* [Data provided]:
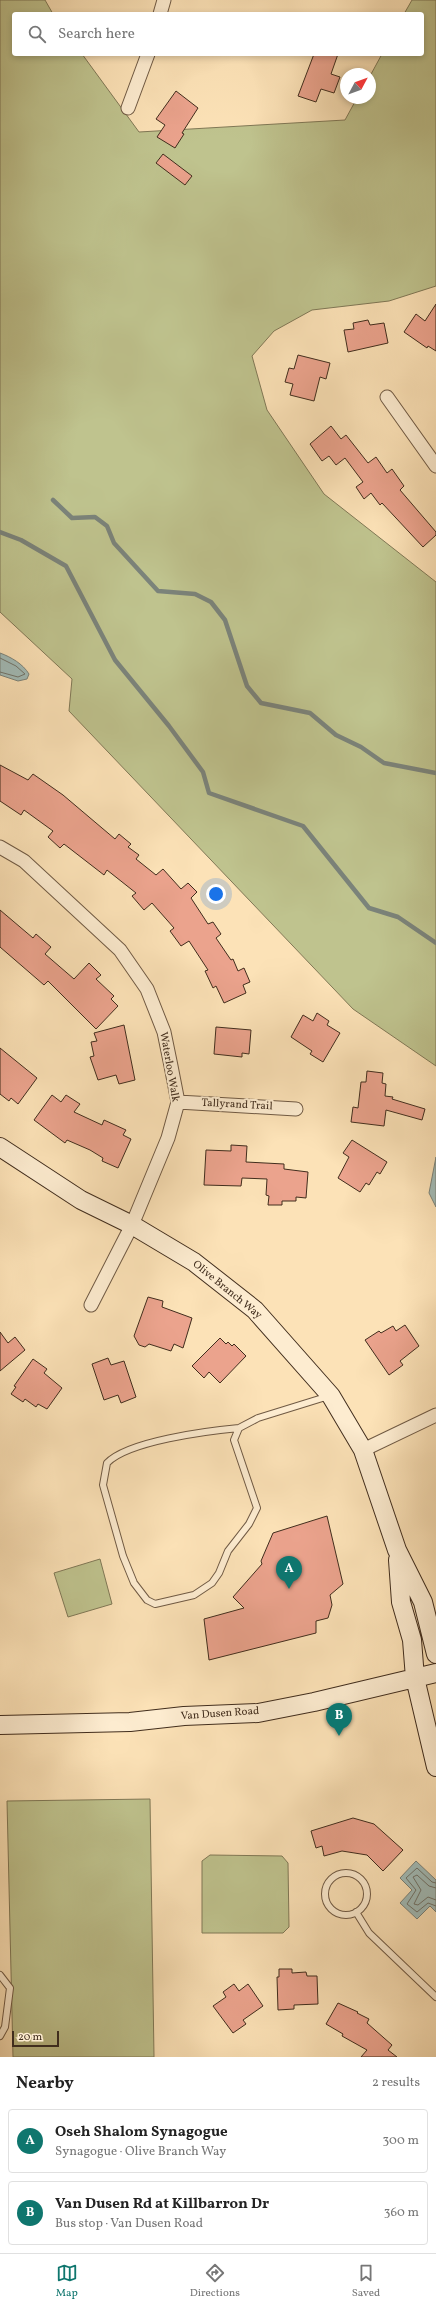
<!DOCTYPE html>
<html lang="en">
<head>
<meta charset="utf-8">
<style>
	:root { --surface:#fff; --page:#f2f2f2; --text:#222; --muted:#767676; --line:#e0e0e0; --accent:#0f766e }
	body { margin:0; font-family:Vollkorn,serif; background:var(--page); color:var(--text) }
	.compass { position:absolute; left:340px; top:68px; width:36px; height:36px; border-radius:50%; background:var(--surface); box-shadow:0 2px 6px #0003; rotate:49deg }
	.scale { position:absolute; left:12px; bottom:10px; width:47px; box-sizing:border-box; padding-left:4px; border:2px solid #412d1d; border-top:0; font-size:11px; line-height:14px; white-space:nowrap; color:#412d1d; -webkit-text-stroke:3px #fdecd0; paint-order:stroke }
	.you { position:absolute; left:216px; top:894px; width:14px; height:14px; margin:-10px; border:3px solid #fff; border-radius:50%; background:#1a73e8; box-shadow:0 0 0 6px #1a73e833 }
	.badge { display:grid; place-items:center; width:26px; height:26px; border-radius:50%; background:var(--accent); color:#fff; font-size:13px; font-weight:700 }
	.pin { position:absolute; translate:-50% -33px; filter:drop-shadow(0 1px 2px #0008) }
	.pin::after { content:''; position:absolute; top:21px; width:14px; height:12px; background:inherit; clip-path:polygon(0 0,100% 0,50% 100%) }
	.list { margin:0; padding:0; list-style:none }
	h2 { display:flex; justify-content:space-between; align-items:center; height:52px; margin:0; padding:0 16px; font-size:17px }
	h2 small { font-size:13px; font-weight:400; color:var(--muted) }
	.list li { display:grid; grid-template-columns:26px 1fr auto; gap:12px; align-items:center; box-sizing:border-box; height:64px; margin:0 8px 8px; padding:0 8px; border:1px solid var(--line); border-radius:4px }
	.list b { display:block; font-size:15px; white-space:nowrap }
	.list p { margin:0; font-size:13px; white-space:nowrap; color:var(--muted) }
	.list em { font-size:13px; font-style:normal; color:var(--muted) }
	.icon { flex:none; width:22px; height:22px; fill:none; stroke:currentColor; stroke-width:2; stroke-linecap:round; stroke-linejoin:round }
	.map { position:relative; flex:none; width:436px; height:2057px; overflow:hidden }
	.search { position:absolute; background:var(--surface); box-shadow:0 2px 6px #0003; left:12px; right:12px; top:12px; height:44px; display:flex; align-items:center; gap:10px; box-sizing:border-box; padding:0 14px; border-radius:4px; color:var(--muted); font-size:15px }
	.sheet { height:196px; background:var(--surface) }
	nav { display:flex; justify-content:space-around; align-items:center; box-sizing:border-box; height:56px; border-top:1px solid var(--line); background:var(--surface); font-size:11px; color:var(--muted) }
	nav a { display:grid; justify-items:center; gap:2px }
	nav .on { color:var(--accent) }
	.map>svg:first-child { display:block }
</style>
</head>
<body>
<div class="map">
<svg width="436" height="2057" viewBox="0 0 436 2057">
	<rect width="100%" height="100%" fill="#fce2b7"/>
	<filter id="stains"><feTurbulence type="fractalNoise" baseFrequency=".005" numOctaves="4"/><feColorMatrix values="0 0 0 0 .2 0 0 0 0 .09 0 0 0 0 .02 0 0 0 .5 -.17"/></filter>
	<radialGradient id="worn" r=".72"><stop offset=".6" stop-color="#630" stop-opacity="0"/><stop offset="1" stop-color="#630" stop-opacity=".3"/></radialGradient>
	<path fill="#bfc38e" stroke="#807856" d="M0 0H45L53 14H14V54H82L139 132 345 120 357 98H370V76L382 54H422V14H404L412 0H436V286L389 301 312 310 274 331 252 356 267 410 324 494 436 582V1066L353 1009 69 711 72 679 0 612Z
		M100 1559 112 1604 68 1617 54 1573Z
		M150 1799 154 2057H13L7 1801Z
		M210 1855 282 1856 288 1863 289 1927 283 1933H202V1861Z"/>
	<path fill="#a2bcb8" stroke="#7b837a" d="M0 653C11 657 23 664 29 674L27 679 18 681 0 675Z
		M436 1157V1207L429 1193Z
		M416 1861 436 1880V1912L430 1906 417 1919 400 1903 412 1890 400 1878Z"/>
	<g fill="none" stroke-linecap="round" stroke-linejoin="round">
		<path stroke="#72746a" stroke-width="1" d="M0 658 16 666 25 674 18 677 0 672
			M436 1883 432 1882 417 1868 406 1878 416 1890 407 1904 417 1912 428 1903 436 1906
			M436 1888 429 1886 417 1875 413 1877 421 1890 414 1904 418 1905 428 1897 436 1900"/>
		<path stroke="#7b837a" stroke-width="4.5" d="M53 500 72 518 95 517 107 526 114 543 158 591 195 594 211 602 225 620 247 686 261 703 310 713 336 735 361 747 384 763 436 773
			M0 532 21 540 66 566 115 660 169 726 203 772 209 793 303 826 369 908 398 917 436 943"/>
	</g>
	<path fill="#eba38d" stroke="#412d1d" d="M314 54H338L331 74 340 77 334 93 321 89 316 102 298 96Z
		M176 91 198 108 182 133 184 134 175 148 157 137 165 125 156 119Z
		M163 154 192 176 185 185 156 163Z
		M436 304V351L428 346 427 348 404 332 416 314 425 321Z
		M368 320 370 325 384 323 388 343 348 352 344 330 354 329 353 323Z
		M298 355 330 363 326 379 320 377 314 401 290 395 293 384 285 382 289 368 294 369Z
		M331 426 341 439 346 435 368 463 376 457 387 473 392 469 404 486 400 490 436 532V535L423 547 382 503 380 505 371 493 364 499 356 487 363 482 345 458 336 465 329 456 322 461 310 444Z
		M0 765 28 780 33 774 63 795 115 839 119 834 131 844 128 847 139 855 136 859 156 875 163 869 181 889 188 883 197 892 191 898 208 924 213 922 221 934 216 938 231 960 233 959 238 971 244 968 250 982 243 985 246 993 224 1003 216 986 213 988 205 971 208 970 189 941 181 946 170 931 174 928 152 903 144 910 132 896 136 893 107 870 104 875 64 844 60 848 48 837 53 831 24 810 21 815 0 801Z
		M0 910 33 938 36 934 51 947 45 954 74 979 89 963 101 975 96 979 114 996 111 999 118 1006 96 1029 48 981 44 985 0 947Z
		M317 1013 329 1021 327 1025 340 1033 323 1062 310 1054 312 1051 291 1037 303 1015 313 1021Z
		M124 1025 135 1080 119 1084 116 1075 98 1080 90 1057 94 1056 91 1042 97 1041 94 1033Z
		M216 1027 251 1030 249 1054 242 1053V1057L214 1054Z
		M0 1048 37 1078 18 1104 11 1098 9 1101 0 1094Z
		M367 1071 383 1073 382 1083 386 1084 385 1096 393 1097 392 1099 425 1109 422 1120 386 1110 384 1126 351 1122 353 1107 358 1108 361 1082H366Z
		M52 1095 61 1102 66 1095 80 1104 74 1112 102 1125 104 1120 126 1130 123 1135 131 1139 118 1168 102 1161 103 1158 90 1150 67 1140 65 1143 34 1120Z
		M352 1140 387 1162 380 1174 377 1172 369 1185 366 1183 360 1192 338 1178 349 1157 343 1153Z
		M231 1145 247 1146 246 1162 284 1164V1169L308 1172 306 1198 296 1197V1201H282V1205H268L269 1196 266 1195 267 1179 242 1178 241 1186 204 1185 206 1150 231 1151Z
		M148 1297 163 1301 162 1307 192 1318 183 1348 174 1344 171 1351 149 1344 145 1347 139 1345 134 1336Z
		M405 1325 419 1346 400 1361 403 1365 389 1375 365 1340 379 1331 381 1333 393 1326 396 1331Z
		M0 1332 8 1343 15 1337 25 1350 0 1371Z
		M220 1338 226 1344 228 1342 232 1346 234 1344 246 1356 220 1383 209 1372 204 1378 192 1366Z
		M108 1358 111 1365 124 1361 136 1397 121 1403 118 1395 104 1400 92 1364Z
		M33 1359 47 1369 44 1373 62 1388 47 1409 38 1404 36 1407 25 1399 23 1402 11 1394 16 1387 14 1386Z
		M327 1516 343 1584 330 1595 332 1605 328 1618 316 1621V1633L209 1660 204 1619 244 1608 233 1597 262 1564 261 1561 273 1533Z
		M353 1818 374 1824 403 1850 383 1871 367 1855 342 1851 324 1856 322 1846 316 1848 311 1831Z
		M279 1969H292V1973L306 1972 307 1976H317L318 2004 294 2005V2009L278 2010 277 1977H279Z
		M234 1984 239 1991 248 1984 263 2006 243 2020 246 2024 233 2033 213 2006 226 1997 223 1992Z
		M338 2003 358 2012 357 2013 369 2019 367 2023 392 2045 388 2050 397 2057H361L367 2050 342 2036 343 2034 326 2024Z"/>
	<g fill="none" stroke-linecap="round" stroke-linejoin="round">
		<defs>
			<path id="lane" d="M239 1428 234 1440 257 1508 249 1524 228 1551 219 1573 212 1583 194 1595 155 1604 147 1600 134 1583 123 1556 103 1485 107 1463C128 1441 207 1431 239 1428Z
				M239 1428 258 1418 329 1396
				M325 1894a21 21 0 1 1 42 0a21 21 0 1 1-42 0Z
				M356 1912 369 1933 436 1997
				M0 1975 10 1988 5 2027 0 2036"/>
			<path id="street" d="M160 14 164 0
				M128 108 148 54
				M387 397 436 466
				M0 847 24 861 120 950 147 989 164 1032 171 1066 178 1102 168 1138 132 1225 91 1305
				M178 1102 296 1109
				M363 1450 436 1415"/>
			<path id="secondary" d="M0 1147 81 1200 132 1225 194 1262 255 1310 331 1396 363 1450 397 1550 423 1602 436 1654
				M398 1560 401 1602 412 1640 415 1678 436 1767
				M0 1725 130 1722 184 1716 258 1713 314 1702 436 1673"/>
		</defs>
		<use href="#lane" stroke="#705a44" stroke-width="8"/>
		<use href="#street" stroke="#705a44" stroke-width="15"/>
		<use href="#secondary" stroke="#412d1d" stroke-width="20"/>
		<use href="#lane" stroke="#fdecd0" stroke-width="6"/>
		<use href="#street" stroke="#fdecd0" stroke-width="13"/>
		<use href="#secondary" stroke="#fdecd0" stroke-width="18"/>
	</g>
	<g text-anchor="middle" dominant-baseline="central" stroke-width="4" stroke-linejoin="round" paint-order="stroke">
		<g font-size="11" fill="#412d1d" stroke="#fdecd0">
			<text transform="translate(169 1067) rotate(80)">Waterloo Walk</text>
			<text transform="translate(237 1105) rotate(3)">Tallyrand Trail</text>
			<text transform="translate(227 1290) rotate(39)">Olive Branch Way</text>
			<text transform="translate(220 1714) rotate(-4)">Van Dusen Road</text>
		</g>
	</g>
	<rect width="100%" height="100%" filter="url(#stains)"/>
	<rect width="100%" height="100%" fill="url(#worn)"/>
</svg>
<svg class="compass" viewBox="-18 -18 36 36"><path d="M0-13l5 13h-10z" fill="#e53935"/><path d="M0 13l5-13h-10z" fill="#767676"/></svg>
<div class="scale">20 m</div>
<div class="you"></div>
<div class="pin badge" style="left:289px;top:1589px">A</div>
<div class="pin badge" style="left:339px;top:1736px">B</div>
<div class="search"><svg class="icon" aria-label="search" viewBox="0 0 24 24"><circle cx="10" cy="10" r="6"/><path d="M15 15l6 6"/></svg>Search here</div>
</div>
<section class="sheet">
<h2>Nearby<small>2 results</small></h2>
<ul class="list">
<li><span class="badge">A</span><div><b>Oseh Shalom Synagogue</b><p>Synagogue · Olive Branch Way</p></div><em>300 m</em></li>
<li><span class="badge">B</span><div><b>Van Dusen Rd at Killbarron Dr</b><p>Bus stop · Van Dusen Road</p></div><em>360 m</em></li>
</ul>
</section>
<nav>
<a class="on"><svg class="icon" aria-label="map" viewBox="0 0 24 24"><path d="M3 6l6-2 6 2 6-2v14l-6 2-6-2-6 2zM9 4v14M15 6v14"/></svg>Map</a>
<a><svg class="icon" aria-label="directions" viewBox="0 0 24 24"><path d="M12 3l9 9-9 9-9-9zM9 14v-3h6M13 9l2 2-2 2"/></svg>Directions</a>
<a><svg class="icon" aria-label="saved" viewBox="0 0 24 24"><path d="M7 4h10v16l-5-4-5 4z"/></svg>Saved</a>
</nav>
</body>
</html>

* [The problem]: Write out, exactly, the lines of the material from the very first through the line containing "font-size:13px; font-style:normal; color:var(--muted)", and leave out every picture.

* [Exercise output]:
<!DOCTYPE html>
<html lang="en">
<head>
<meta charset="utf-8">
<style>
	:root { --surface:#fff; --page:#f2f2f2; --text:#222; --muted:#767676; --line:#e0e0e0; --accent:#0f766e }
	body { margin:0; font-family:Vollkorn,serif; background:var(--page); color:var(--text) }
	.compass { position:absolute; left:340px; top:68px; width:36px; height:36px; border-radius:50%; background:var(--surface); box-shadow:0 2px 6px #0003; rotate:49deg }
	.scale { position:absolute; left:12px; bottom:10px; width:47px; box-sizing:border-box; padding-left:4px; border:2px solid #412d1d; border-top:0; font-size:11px; line-height:14px; white-space:nowrap; color:#412d1d; -webkit-text-stroke:3px #fdecd0; paint-order:stroke }
	.you { position:absolute; left:216px; top:894px; width:14px; height:14px; margin:-10px; border:3px solid #fff; border-radius:50%; background:#1a73e8; box-shadow:0 0 0 6px #1a73e833 }
	.badge { display:grid; place-items:center; width:26px; height:26px; border-radius:50%; background:var(--accent); color:#fff; font-size:13px; font-weight:700 }
	.pin { position:absolute; translate:-50% -33px; filter:drop-shadow(0 1px 2px #0008) }
	.pin::after { content:''; position:absolute; top:21px; width:14px; height:12px; background:inherit; clip-path:polygon(0 0,100% 0,50% 100%) }
	.list { margin:0; padding:0; list-style:none }
	h2 { display:flex; justify-content:space-between; align-items:center; height:52px; margin:0; padding:0 16px; font-size:17px }
	h2 small { font-size:13px; font-weight:400; color:var(--muted) }
	.list li { display:grid; grid-template-columns:26px 1fr auto; gap:12px; align-items:center; box-sizing:border-box; height:64px; margin:0 8px 8px; padding:0 8px; border:1px solid var(--line); border-radius:4px }
	.list b { display:block; font-size:15px; white-space:nowrap }
	.list p { margin:0; font-size:13px; white-space:nowrap; color:var(--muted) }
	.list em { font-size:13px; font-style:normal; color:var(--muted) }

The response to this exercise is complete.